Hospitals and physician groups know the answer. The Connecticut pattern of physician groups filing 80% of collection cases didn't emerge in a vacuum. It emerged in a system where enforcement of billing transparency rules is inconsistent, the IDR process favors well-resourced providers with legal teams, and patients have no real-time pricing data before they walk in the door.

For patients on high-deductible health plans, this enforcement gap is most acute. If you're carrying a $3,000 or $6,000 deductible, the difference between an in-network radiologist billing $300 vs. $900 for an interpretation is entirely your problem — and you had no way to know the difference existed before your appointment. Our analysis of the CMS fee schedule dataset shows that even within the same metro area, physician fee schedule allowed amounts for identical radiology CPT codes vary by 40–80% based on geographic adjustment factors alone, before any commercial insurer negotiation layer is applied.

If you're on a high-deductible plan and trying to navigate this before your deductible is met, the HDHP cash-pay and charity care playbook gives you a framework for finding lower-cost options and negotiating after the fact.


What You Can Actually Do Before You Schedule

The system hides prices. That's not your fault. But there are moves that put real money back in your pocket.

1. Ask specifically about the radiologist or specialist's employment status. "Is the radiologist who will read my images employed by this facility, or are they an independent group?" That one question tells you whether you're dealing with a single bill or multiple billing entities under different contracts.

2. Request the CPT code before you schedule. Your ordering physician's office can give you the CPT code for any procedure. With that code, you can call your insurer and ask for the allowed amount at specific facilities. It's tedious — but it's the information that determines your bill.
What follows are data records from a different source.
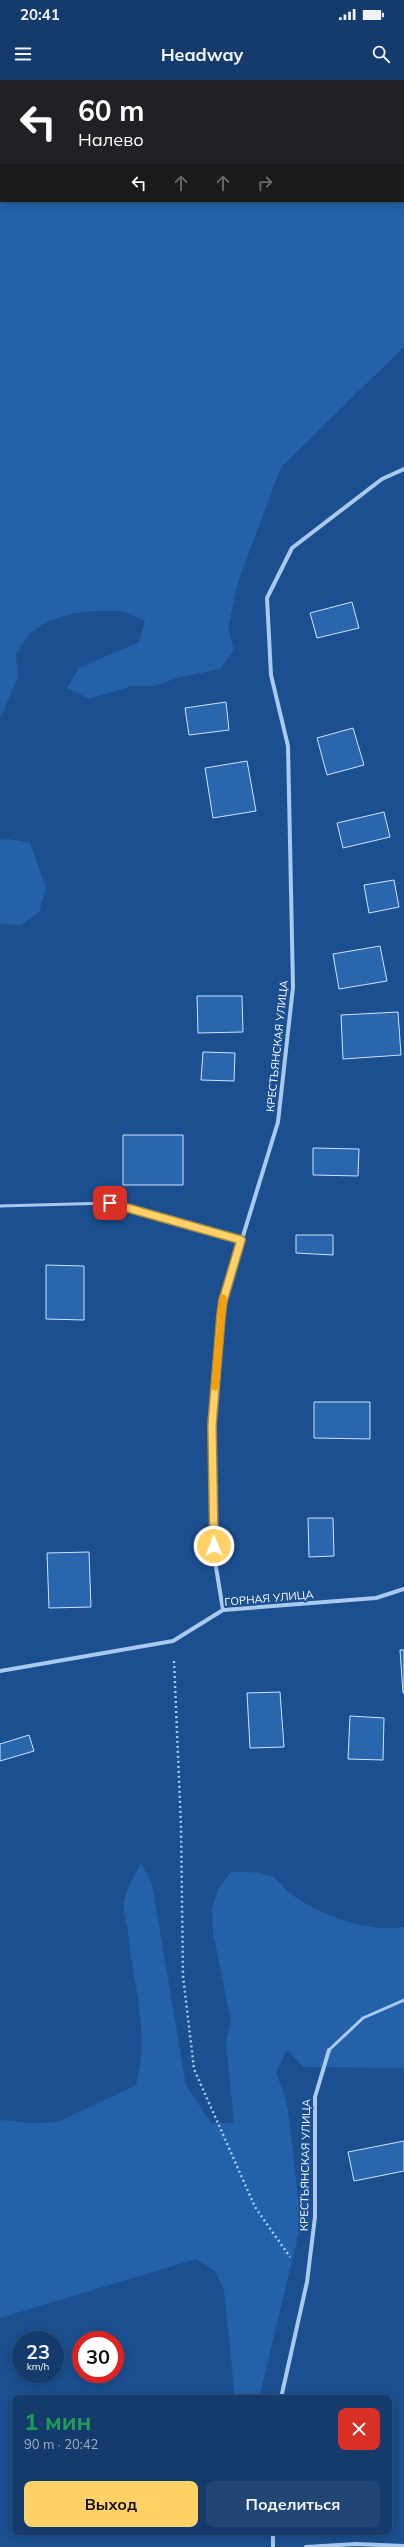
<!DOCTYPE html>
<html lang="ru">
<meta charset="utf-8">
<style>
:root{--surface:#143b6b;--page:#214673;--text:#f1f3f6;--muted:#9dadc1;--line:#33557e;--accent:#ffd166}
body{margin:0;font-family:Mulish,sans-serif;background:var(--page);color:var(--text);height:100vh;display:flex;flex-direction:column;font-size:15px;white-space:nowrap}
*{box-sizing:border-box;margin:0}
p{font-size:13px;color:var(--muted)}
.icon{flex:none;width:22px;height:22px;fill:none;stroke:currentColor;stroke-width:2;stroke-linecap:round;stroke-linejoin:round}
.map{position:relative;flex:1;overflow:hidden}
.drawer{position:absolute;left:12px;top:2315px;width:380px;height:140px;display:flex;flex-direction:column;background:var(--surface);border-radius:8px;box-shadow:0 2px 10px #0003,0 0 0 1px var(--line)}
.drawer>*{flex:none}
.top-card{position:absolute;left:0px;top:0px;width:404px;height:122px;box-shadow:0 2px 10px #0003,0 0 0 1px var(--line);background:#202124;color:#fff;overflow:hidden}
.speed{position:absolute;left:12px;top:2251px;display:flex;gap:8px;font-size:20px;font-weight:700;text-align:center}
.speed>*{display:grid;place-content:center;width:52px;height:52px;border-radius:50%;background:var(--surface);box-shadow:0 2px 10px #0003,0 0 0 1px var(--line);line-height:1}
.speed small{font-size:10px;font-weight:400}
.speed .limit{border:6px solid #d22;background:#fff;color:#111}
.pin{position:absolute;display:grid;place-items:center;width:34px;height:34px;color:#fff;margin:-17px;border-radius:8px;box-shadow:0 2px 6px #0006}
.me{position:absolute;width:44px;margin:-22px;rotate:359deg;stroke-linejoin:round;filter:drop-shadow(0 0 3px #0008)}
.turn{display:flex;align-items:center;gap:14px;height:84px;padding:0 12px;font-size:18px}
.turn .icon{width:52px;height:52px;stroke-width:2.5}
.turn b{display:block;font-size:28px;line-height:34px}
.lanes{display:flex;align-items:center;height:38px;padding:0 12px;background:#0003;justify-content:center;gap:20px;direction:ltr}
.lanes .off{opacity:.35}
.round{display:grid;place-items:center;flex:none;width:42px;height:42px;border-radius:8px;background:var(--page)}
.headline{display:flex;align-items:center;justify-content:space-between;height:68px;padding:0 12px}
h1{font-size:24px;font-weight:700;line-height:30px;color:#1e9e55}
.action{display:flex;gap:8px;margin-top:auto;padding:8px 12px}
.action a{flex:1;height:46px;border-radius:8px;background:var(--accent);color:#111;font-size:16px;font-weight:700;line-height:46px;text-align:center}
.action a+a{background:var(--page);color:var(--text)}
.status{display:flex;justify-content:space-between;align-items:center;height:28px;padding:0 20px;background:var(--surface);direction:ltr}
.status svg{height:11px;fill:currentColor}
header{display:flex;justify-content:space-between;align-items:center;height:52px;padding:0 12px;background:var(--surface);font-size:18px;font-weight:700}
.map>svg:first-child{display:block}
.green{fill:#2461a8;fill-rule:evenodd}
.building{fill:#2a66ad;stroke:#cfe3fa}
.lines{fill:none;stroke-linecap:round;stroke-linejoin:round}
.path{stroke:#a9c9ee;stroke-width:2.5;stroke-dasharray:2 3;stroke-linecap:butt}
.service{stroke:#a9c9ee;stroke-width:3}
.minor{stroke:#a9c9ee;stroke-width:4}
.route-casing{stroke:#a68842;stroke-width:10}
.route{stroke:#ffd166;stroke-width:7}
.slow{stroke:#f59e0b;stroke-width:7}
.labels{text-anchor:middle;stroke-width:4;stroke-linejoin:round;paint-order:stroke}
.street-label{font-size:11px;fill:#fff;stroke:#1b4f8f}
</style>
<div class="status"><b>20:41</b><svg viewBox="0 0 49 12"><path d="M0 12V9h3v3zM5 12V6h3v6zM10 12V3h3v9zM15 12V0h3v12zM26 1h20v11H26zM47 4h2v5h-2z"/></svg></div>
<header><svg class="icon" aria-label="menu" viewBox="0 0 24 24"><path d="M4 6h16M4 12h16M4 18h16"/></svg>Headway<svg class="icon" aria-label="search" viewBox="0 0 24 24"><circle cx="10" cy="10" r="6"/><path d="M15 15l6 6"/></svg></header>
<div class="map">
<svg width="404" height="2467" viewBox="0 0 404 2467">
<rect width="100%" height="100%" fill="#1b4f8f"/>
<path class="green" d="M0 0H404V267L281 387 238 502 228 549 234 570 220 589 177 598 155 606H132L89 619 67 608 79 588 139 562 145 541 123 531H95L70 534 48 541 30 553 16 574 18 597 0 638ZM1 1H403V121H1Z
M8 759 30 763 46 808 39 832 21 845 0 844V760Z
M141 1783 152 1804 186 2005 211 2043H234L226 1962 231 1941 213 1853 212 1830 218 1809 231 1792C244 1792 260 1791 273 1797 280 1801 284 1810 291 1814 321 1835 367 1853 404 1847V1988L303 1987 287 1970 276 1993 285 2016 289 2037 301 2144 259 2318H235L224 2210 215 2191 196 2179 0 2238V2040L33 2043 58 2042 136 2005C150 1953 133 1904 128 1852 127 1843 122 1830 124 1822 127 1807 134 1796 141 1783Z"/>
<path class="building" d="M352 522 359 548 317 558 310 533Z
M226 622 229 650 189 655 185 628Z
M353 648 364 685 327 695 317 658Z
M247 681 256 731 213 738 205 688Z
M384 732 390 757 343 768 337 743Z
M394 800 399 827 369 833 364 805Z
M380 866 387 901 339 909 333 874Z
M197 916H242L243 952 198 953Z
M398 932 401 975 343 979 341 935Z
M203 972 235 973 234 1001 201 1000Z
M123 1055H183V1105H123Z
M313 1068 359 1069 358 1096 313 1095Z
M296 1155H333V1175L296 1173Z
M46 1185 84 1186V1240L46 1239Z
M314 1322H370V1359L314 1358Z
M308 1438H333L334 1476 309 1477Z
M89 1472 91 1527 49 1528 47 1473Z
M400 1570H404V1613H403Z
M280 1612 284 1667 250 1668 247 1613Z
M350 1636 384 1638 383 1680 348 1679Z
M29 1655 34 1671 0 1681V1664Z
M404 2061V2091L354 2101 348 2072Z"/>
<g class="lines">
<path class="path" d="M174 1581 181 1746 183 1896 194 1989 255 2127 290 2177"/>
<path class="service" d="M0 1126 110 1123 241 1160
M329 1970 363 1938 404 1920"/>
<path class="minor" d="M223 1530 215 1481 212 1345 223 1221 278 1042 293 907 288 666 271 595 267 518 292 468 382 399 404 389
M0 1591 173 1561 223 1530 376 1518 404 1509
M281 2318 307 2202 315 2137V2017L329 1970
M273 2452V2467
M306 2467 356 2464 404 2466"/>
</g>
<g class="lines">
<g class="route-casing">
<path id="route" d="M110 1123 241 1160 223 1221 221 1236 212 1345 214 1466"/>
</g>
<use href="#route" class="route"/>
<path class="slow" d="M215 1307 223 1218"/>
</g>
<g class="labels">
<g class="street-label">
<text transform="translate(277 966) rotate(-84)" y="4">КРЕСТЬЯНСКАЯ УЛИЦА</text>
<text transform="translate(269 1518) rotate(-5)" y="4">ГОРНАЯ УЛИЦА</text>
<text transform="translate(305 2085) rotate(-89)" y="4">КРЕСТЬЯНСКАЯ УЛИЦА</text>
</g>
</g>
</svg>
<div class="speed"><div>23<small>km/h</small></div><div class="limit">30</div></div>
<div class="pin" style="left:110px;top:1123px;background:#d93025"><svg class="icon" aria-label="arrive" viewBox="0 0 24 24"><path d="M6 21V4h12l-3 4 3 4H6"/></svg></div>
<svg class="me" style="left:214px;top:1466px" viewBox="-20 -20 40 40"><circle r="17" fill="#ffd166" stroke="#fff" stroke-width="3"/><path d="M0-11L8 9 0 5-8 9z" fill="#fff"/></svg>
<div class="top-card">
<div class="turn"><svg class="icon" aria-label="left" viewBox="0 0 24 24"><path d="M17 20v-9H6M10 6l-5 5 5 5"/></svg><div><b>60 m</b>Налево</div></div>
<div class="lanes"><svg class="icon" aria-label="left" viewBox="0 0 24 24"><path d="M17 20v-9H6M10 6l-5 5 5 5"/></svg><svg class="icon off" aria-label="ahead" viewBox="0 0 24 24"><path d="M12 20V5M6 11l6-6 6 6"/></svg><svg class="icon off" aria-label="ahead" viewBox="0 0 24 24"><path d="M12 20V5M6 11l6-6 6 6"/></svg><svg class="icon off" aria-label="right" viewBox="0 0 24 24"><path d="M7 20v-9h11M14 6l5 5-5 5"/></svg></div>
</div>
<section class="drawer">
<div class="headline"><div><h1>1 мин</h1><p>90 m · 20:42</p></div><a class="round" style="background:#d93025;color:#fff"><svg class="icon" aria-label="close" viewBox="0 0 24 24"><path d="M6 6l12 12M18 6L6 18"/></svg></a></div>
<div class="action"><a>Выход</a><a>Поделиться</a></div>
</section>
</div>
3. Check if the facility has a no-lawsuit charity care policy. After the Connecticut investigation, several health systems in the state were pressured to disclose their policies publicly. But physician groups almost never do. Ask directly: "Does your practice have a charity care application, and do you pursue court judgments for unpaid balances?"

4. Use price transparency data before scheduling. Under CMS rules, all hospitals must publish machine-readable files with negotiated rates by CPT code and payer. The files are brutal to parse manually. But the data is there.

You can model your specific situation — your deductible remaining, your plan's coinsurance, the allowed amounts at facilities near you — at Privenox.


The Bottom Line

The No Surprises Act was a genuine step forward. But a dismissed federal lawsuit and an 80% physician-driven medical debt rate in Connecticut are telling you something the law's brochure doesn't say: the protection is partial, the enforcement is under-resourced, and the dispute resolution process that's supposed to keep your bills fair is one that providers — not patients — navigate.

The system was designed to obscure prices. That means the single highest-leverage action any patient can take right now is to ask the cost question before the appointment happens. Not after the EOB arrives. Not after the collection letter. Before.

The price difference for the same radiology read, the same lab draw, or the same specialist visit is not small. Based on Privenox's analysis of 16,357 data points across CMS fee schedule, ACA marketplace, and KFF benchmark sources, the spread between the lowest and highest in-network allowed amount for common outpatient procedures in the same metropolitan area routinely exceeds 3x to 5x. That spread exists now. It was there for your last appointment. It'll be there for your next one.

Check before you schedule. Every time.